Stored items
● ● ● ● ●

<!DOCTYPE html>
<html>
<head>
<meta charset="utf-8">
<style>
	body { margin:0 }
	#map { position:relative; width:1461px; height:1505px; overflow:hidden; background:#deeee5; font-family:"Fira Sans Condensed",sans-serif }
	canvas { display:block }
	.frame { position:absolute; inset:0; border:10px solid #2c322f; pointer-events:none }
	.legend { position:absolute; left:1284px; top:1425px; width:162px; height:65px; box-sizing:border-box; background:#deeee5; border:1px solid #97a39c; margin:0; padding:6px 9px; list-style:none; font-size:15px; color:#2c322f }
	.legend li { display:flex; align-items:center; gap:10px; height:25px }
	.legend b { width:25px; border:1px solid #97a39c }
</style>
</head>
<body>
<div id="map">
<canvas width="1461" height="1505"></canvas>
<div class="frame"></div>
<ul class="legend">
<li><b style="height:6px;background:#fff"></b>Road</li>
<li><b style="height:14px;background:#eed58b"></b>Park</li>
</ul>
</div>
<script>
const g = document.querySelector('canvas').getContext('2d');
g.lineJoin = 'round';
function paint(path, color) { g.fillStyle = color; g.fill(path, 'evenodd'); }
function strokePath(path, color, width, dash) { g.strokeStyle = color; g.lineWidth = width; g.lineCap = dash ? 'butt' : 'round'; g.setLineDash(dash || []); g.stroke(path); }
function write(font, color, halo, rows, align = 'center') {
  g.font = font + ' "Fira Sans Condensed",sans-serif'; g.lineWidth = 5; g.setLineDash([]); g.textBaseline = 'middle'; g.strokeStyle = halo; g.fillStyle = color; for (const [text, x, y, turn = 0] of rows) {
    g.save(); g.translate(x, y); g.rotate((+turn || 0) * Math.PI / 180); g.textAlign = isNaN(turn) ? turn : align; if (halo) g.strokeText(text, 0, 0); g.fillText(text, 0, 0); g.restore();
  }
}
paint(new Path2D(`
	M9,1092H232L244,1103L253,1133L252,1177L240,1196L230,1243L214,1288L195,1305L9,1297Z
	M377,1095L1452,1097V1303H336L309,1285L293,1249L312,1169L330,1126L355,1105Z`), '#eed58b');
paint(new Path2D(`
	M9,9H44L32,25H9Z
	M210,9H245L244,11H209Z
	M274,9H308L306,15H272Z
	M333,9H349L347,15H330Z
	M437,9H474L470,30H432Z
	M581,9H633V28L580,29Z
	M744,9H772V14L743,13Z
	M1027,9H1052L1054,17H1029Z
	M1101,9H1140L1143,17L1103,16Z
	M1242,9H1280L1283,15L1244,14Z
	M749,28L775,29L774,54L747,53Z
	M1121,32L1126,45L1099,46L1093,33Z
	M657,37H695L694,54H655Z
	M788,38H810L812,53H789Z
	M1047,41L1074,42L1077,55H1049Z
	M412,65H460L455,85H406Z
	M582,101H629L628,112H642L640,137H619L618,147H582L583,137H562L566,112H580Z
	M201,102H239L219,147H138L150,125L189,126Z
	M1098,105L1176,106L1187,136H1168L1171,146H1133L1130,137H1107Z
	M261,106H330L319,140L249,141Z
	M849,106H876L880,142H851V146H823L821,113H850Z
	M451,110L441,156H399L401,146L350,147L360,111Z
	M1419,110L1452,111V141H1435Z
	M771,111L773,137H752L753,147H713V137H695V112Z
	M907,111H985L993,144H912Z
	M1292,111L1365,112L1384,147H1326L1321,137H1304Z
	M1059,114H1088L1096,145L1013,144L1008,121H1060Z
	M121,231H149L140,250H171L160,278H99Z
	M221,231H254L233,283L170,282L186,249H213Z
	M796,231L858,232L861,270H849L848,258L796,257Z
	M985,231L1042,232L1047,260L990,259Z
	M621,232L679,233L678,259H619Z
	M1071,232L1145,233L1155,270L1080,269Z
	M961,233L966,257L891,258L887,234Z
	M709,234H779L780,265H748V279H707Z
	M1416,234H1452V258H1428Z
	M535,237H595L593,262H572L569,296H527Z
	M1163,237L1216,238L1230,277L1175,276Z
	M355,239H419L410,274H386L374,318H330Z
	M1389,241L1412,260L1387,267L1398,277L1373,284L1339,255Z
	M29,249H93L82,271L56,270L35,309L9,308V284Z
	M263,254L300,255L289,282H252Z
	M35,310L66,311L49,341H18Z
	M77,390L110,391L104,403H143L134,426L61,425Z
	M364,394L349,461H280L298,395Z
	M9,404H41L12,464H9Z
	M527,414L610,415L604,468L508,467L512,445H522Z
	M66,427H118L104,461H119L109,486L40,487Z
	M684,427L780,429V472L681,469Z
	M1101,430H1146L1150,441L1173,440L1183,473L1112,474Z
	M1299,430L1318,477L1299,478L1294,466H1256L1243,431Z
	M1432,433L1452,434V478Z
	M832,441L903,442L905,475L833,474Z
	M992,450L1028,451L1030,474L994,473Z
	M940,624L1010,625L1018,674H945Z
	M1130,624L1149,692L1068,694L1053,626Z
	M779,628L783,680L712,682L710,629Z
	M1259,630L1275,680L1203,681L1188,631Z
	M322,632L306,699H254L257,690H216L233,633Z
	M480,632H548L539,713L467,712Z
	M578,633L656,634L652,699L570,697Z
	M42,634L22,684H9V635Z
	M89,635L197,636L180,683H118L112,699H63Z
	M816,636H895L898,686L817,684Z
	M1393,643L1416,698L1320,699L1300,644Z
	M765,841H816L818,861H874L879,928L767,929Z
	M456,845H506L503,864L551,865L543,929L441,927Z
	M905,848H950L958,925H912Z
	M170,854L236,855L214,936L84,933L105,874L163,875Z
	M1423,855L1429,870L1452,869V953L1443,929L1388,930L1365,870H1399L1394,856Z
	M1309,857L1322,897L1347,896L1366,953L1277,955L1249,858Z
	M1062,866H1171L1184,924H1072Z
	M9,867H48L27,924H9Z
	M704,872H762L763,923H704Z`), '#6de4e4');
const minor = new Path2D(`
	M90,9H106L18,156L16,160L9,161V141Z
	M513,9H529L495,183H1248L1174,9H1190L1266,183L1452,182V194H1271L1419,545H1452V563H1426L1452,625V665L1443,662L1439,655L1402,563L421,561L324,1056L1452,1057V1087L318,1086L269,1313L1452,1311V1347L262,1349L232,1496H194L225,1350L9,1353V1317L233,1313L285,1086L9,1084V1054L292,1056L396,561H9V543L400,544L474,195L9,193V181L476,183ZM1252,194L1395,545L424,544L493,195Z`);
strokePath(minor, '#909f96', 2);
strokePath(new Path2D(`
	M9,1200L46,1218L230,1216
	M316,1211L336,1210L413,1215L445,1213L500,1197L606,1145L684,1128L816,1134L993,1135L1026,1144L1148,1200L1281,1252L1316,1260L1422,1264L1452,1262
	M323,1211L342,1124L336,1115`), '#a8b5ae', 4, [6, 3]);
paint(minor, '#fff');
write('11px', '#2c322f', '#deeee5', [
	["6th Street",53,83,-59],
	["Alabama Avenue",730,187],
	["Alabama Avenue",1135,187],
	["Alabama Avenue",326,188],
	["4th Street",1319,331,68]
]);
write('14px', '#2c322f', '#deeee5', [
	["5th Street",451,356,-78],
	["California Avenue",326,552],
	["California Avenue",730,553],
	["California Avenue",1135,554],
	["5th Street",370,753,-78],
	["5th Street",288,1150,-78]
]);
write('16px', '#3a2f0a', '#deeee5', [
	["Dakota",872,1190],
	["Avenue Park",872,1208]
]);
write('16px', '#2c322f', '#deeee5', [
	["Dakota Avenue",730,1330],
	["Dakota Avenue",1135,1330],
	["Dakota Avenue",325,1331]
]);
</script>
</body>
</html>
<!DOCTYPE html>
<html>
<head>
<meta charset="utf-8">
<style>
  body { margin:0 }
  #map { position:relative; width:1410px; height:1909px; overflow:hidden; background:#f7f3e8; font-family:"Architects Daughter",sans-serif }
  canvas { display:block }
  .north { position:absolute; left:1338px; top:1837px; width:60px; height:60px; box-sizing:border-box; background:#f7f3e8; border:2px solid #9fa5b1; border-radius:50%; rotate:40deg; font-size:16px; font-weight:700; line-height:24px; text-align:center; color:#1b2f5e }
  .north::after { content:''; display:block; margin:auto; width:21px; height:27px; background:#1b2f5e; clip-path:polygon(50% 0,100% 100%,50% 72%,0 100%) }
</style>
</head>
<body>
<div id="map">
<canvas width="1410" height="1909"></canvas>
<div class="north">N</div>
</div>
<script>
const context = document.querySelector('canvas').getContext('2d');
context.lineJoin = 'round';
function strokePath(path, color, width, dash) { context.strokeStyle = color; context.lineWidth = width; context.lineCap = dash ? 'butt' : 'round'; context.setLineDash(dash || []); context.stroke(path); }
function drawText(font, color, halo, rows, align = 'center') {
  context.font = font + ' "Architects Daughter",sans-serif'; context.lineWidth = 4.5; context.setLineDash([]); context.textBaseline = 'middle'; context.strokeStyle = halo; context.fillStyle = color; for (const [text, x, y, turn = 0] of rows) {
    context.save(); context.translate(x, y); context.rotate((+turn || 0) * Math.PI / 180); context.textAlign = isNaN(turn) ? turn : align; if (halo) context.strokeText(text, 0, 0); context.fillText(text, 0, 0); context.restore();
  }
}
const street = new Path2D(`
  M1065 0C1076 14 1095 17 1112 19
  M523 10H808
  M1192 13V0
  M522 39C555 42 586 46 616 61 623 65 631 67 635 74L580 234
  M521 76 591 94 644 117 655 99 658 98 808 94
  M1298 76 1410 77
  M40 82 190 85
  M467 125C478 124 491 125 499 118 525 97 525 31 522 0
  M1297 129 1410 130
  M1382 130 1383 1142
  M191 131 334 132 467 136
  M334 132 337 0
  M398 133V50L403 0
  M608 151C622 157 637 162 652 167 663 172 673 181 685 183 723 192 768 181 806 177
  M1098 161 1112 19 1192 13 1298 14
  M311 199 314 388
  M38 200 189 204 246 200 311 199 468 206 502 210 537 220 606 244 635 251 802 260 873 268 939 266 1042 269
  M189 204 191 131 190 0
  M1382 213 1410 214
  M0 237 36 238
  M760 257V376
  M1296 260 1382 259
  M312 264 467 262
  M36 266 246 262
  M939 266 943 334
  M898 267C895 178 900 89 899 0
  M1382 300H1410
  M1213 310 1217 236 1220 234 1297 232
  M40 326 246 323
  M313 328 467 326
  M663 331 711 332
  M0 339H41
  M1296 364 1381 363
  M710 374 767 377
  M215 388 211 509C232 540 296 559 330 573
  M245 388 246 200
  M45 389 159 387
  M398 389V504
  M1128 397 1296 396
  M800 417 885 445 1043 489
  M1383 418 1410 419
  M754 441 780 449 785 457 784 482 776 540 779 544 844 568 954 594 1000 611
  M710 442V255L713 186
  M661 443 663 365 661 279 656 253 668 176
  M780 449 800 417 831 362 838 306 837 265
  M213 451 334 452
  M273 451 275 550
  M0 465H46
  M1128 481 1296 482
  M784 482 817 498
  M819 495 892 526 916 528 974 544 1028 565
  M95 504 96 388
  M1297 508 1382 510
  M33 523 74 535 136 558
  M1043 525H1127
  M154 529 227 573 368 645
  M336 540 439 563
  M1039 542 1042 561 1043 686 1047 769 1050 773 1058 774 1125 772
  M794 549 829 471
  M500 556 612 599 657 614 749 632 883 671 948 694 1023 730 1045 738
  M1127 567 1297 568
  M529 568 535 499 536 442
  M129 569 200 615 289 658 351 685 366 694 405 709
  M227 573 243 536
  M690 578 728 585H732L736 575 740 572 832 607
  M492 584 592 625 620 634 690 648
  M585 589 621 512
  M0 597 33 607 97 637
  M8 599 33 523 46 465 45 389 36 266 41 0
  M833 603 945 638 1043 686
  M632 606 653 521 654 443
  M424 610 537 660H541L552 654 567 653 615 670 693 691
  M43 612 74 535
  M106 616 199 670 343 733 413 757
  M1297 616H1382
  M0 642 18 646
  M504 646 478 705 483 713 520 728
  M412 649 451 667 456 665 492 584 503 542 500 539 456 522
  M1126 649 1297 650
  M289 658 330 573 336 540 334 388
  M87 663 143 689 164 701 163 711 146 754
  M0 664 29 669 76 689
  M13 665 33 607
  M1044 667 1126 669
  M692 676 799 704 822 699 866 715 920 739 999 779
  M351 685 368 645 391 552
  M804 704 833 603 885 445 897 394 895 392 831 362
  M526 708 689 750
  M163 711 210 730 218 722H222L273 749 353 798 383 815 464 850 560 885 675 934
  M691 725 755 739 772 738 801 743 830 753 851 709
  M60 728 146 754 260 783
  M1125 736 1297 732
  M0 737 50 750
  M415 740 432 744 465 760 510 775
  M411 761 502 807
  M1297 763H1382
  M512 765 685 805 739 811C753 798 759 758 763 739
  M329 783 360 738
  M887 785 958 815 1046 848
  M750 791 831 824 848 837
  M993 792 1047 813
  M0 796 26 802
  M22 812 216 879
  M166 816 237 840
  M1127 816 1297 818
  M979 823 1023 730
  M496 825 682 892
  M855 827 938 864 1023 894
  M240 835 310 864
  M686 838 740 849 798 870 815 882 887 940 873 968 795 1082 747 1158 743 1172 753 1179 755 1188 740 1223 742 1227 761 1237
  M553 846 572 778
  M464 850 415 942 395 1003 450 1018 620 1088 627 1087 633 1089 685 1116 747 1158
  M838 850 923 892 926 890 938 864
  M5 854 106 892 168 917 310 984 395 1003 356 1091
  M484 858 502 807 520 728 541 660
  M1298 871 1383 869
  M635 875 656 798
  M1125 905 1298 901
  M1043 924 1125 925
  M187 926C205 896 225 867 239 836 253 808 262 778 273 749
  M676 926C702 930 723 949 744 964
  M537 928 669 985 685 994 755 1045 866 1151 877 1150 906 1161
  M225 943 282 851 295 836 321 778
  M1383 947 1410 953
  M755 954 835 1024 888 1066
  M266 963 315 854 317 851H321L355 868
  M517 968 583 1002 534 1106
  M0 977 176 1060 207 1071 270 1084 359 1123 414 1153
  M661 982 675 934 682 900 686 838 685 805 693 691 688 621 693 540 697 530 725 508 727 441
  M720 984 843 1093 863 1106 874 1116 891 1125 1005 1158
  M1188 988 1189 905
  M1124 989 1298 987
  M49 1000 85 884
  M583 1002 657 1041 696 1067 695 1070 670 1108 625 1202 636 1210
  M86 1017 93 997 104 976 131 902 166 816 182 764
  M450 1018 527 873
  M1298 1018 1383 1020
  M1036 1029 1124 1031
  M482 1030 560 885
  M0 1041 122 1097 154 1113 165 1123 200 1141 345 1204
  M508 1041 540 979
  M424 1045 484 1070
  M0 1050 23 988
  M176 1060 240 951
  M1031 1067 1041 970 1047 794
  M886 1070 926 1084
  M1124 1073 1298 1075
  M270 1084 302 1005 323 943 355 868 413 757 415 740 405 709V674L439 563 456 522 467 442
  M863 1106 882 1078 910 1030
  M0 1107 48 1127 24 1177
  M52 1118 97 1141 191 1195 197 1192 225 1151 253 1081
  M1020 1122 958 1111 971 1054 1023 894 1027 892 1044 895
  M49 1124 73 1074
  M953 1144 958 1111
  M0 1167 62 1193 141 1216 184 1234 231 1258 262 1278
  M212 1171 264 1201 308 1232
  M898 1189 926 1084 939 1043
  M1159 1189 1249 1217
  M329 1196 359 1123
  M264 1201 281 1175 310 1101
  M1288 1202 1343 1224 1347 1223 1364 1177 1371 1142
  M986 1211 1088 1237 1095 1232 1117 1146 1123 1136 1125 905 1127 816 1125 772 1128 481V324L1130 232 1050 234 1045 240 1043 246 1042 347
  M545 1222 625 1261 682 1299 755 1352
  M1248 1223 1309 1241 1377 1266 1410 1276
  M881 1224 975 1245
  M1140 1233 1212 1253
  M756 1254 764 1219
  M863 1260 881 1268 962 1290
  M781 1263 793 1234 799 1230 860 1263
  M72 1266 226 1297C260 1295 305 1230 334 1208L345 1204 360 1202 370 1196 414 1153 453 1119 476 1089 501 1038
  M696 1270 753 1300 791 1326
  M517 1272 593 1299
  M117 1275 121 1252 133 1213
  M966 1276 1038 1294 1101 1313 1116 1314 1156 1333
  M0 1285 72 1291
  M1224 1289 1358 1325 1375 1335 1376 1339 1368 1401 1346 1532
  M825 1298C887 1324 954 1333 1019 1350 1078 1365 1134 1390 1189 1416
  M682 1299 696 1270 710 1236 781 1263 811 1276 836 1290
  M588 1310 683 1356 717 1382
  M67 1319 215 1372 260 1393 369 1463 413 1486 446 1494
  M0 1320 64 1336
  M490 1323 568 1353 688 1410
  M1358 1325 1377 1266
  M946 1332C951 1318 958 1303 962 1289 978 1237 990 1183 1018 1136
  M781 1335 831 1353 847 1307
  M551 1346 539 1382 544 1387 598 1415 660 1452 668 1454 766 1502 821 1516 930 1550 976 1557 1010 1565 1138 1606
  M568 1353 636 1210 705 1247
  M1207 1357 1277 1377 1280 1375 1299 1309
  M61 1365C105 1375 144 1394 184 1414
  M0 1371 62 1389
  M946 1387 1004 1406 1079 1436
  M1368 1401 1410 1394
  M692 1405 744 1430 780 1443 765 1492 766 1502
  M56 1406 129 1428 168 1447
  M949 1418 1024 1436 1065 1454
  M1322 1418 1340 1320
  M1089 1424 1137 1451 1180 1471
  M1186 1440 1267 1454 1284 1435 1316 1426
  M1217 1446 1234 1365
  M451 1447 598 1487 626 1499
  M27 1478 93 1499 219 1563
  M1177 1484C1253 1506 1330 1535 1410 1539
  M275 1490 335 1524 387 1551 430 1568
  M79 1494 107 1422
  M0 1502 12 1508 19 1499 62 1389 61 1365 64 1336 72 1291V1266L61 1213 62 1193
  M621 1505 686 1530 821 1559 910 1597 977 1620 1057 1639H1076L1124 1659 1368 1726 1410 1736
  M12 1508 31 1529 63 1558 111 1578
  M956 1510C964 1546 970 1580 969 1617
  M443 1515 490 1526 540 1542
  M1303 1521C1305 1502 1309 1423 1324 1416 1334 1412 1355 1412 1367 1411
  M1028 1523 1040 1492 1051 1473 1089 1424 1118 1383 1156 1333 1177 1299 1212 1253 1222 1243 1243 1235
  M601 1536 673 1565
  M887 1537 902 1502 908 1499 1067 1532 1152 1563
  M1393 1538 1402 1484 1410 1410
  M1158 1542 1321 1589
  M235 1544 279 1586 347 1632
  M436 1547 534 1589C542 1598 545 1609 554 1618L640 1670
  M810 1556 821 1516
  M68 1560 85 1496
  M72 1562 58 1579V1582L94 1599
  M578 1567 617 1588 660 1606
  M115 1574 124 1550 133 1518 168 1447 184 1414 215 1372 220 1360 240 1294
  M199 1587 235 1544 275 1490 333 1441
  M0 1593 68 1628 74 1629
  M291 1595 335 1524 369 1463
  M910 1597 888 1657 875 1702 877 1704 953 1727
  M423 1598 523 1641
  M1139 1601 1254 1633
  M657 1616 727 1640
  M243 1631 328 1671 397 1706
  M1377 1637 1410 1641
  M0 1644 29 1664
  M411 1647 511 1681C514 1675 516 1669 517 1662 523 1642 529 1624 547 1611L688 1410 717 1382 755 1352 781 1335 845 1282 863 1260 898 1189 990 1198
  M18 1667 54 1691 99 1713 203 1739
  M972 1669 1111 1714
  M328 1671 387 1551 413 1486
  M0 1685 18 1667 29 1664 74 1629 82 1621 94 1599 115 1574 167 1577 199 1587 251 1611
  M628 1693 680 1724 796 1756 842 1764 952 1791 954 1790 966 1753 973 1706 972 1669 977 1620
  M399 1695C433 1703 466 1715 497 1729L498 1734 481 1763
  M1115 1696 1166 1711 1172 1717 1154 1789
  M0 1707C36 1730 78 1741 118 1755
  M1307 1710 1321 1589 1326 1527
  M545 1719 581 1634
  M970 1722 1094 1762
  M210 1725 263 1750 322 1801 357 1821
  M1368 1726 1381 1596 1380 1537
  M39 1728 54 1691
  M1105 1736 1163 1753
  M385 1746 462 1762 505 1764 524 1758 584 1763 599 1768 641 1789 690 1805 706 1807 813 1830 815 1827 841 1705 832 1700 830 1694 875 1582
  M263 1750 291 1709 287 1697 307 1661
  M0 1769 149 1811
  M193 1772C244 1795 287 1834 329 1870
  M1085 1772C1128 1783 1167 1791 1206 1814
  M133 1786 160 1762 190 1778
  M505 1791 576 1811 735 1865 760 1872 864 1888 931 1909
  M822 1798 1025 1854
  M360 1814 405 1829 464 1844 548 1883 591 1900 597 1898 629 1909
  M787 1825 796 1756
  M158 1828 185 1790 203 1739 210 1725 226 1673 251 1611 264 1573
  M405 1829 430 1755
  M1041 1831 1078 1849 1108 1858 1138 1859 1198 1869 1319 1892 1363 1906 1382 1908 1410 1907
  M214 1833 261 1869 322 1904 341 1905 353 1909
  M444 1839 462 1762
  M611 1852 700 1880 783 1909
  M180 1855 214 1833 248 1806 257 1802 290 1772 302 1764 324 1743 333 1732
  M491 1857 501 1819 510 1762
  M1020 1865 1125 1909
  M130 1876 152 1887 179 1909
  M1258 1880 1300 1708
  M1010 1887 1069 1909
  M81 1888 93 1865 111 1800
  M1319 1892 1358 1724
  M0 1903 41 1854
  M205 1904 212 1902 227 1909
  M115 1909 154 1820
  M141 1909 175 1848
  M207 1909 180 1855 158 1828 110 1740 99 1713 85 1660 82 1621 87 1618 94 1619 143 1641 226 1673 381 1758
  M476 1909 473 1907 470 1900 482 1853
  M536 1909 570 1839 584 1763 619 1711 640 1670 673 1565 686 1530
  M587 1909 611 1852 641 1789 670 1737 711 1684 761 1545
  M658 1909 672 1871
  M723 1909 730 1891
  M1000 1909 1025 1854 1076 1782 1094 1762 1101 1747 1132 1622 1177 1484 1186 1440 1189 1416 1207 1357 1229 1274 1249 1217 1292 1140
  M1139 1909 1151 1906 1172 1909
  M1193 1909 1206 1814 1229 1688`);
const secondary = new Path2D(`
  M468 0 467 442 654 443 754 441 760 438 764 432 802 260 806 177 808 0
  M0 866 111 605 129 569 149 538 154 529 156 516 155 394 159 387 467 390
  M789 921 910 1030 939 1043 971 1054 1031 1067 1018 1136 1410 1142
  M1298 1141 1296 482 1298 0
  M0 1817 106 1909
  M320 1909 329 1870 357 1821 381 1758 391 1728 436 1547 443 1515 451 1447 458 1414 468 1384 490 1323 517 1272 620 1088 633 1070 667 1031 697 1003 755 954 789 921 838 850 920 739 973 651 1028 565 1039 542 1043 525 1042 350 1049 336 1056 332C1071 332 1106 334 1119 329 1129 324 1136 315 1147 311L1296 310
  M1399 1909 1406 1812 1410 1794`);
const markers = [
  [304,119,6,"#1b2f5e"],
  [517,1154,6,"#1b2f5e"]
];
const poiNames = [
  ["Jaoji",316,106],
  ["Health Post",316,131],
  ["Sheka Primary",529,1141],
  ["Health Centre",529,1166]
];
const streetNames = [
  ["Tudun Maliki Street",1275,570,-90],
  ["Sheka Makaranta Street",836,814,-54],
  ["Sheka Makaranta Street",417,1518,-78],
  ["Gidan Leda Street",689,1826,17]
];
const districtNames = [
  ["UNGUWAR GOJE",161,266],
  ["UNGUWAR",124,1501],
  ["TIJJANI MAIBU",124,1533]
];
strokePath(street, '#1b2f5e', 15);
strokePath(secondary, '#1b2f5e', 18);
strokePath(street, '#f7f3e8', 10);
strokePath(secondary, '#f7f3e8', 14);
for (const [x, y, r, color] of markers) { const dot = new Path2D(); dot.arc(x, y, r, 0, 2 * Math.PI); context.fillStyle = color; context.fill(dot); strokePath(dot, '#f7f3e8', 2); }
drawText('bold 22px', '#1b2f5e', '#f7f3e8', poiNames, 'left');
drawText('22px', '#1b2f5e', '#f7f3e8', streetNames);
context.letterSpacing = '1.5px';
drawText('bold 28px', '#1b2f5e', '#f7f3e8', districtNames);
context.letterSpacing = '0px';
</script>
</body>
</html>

● ● ● ● ●

● **THE TASK**
Which lines of the data include the string "canvas"? Copy each of them.

● **TASK RESULT**
	canvas { display:block }
<canvas width="1461" height="1505"></canvas>
const g = document.querySelector('canvas').getContext('2d');
  canvas { display:block }
<canvas width="1410" height="1909"></canvas>
const context = document.querySelector('canvas').getContext('2d');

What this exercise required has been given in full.